BOISE, Idaho — A community in Idaho is mourning the loss of a long-standing and well-loved meteorologist this weekend.
Larry Gebert died Friday evening after suffering complications from a heart attack, according to KTVB, where he had worked since 1992. He died peacefully, "surrounded by his loving family." He was 65 years old.
KTVB, a local news station in Boise, said Gebert was also a philanthropist.
"Larry adored service. His fingerprints are all over this community as he was a man of great charity. He would put on his khakis and sneakers and go wherever a non-profit needed his help," the article announcing his passing read. "Every year he would host/emcee/auctioneer dozens of fundraisers. One year he said he helped 86 different events. The other years, it was probably around 84 or 85. He helped charities in our area raise millions of dollars. He set the standard for all of us to be highly engaged in our community, not to just cover our community."

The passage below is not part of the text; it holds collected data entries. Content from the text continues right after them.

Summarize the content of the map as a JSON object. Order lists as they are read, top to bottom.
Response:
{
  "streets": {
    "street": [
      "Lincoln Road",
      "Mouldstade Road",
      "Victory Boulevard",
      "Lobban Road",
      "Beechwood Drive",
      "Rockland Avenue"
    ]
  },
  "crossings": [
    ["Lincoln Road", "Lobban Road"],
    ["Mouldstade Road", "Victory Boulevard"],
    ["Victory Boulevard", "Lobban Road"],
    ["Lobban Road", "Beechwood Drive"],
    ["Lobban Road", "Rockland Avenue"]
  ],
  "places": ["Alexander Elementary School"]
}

The news of Gebert's passing rocked the local community, garnering reactions and condolences from many others in the industry and beyond.
His coworkers shared what Gebert meant to them and what he stood for.

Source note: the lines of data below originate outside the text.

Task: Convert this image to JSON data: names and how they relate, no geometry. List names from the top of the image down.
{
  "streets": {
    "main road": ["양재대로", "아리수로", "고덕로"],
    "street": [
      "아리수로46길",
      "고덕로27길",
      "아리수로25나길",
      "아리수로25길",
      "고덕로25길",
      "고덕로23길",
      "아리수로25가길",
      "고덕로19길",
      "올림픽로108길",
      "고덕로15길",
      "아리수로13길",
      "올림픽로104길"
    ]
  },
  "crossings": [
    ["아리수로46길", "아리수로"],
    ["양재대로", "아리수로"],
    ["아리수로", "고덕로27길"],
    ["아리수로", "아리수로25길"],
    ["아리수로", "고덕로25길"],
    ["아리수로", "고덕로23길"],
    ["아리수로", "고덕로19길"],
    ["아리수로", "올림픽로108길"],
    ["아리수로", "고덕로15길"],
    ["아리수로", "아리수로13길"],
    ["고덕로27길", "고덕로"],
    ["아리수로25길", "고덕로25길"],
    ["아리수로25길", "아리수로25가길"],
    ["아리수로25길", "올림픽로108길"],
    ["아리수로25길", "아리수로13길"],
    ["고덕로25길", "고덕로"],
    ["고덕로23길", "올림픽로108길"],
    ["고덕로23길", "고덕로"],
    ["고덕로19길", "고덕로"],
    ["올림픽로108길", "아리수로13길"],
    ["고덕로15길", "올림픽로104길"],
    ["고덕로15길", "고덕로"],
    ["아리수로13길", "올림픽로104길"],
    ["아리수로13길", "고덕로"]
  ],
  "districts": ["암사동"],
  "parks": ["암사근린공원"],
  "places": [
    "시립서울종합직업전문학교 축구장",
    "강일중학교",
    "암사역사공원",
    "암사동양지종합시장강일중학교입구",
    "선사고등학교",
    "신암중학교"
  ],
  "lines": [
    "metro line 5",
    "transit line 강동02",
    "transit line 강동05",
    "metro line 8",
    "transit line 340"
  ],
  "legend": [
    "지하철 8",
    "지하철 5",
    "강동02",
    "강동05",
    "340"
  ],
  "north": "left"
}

"Larry Gebert was a large man, 6’6”, a large personality, and an inestimably large part of our TV family. He was a true character and a good, genuine soul," KTVB staff wrote. "Larry will be remembered for his bigger than life personality, deep commitment and service to the community, and epic story telling."
Whenever I asked him how he was doing in the morning, he would always say “it’s another day in paradise".— Maggie O'Mara (@maggieKTVB7) April 2, 2022
Guess what, Larry? Now you really are in paradise. I know God welcomed you with open arms. But, we are sure going to miss you down here. That's the hardest part. 💔 pic.twitter.com/hqfjb01lmn
"As much as he could take a joke, nobody was quicker with a joke about himself than Larry - his moustache, his dockers, Flat Larry, or his stories," the article continued. "He knew who he was, and he never failed to show his joy for it."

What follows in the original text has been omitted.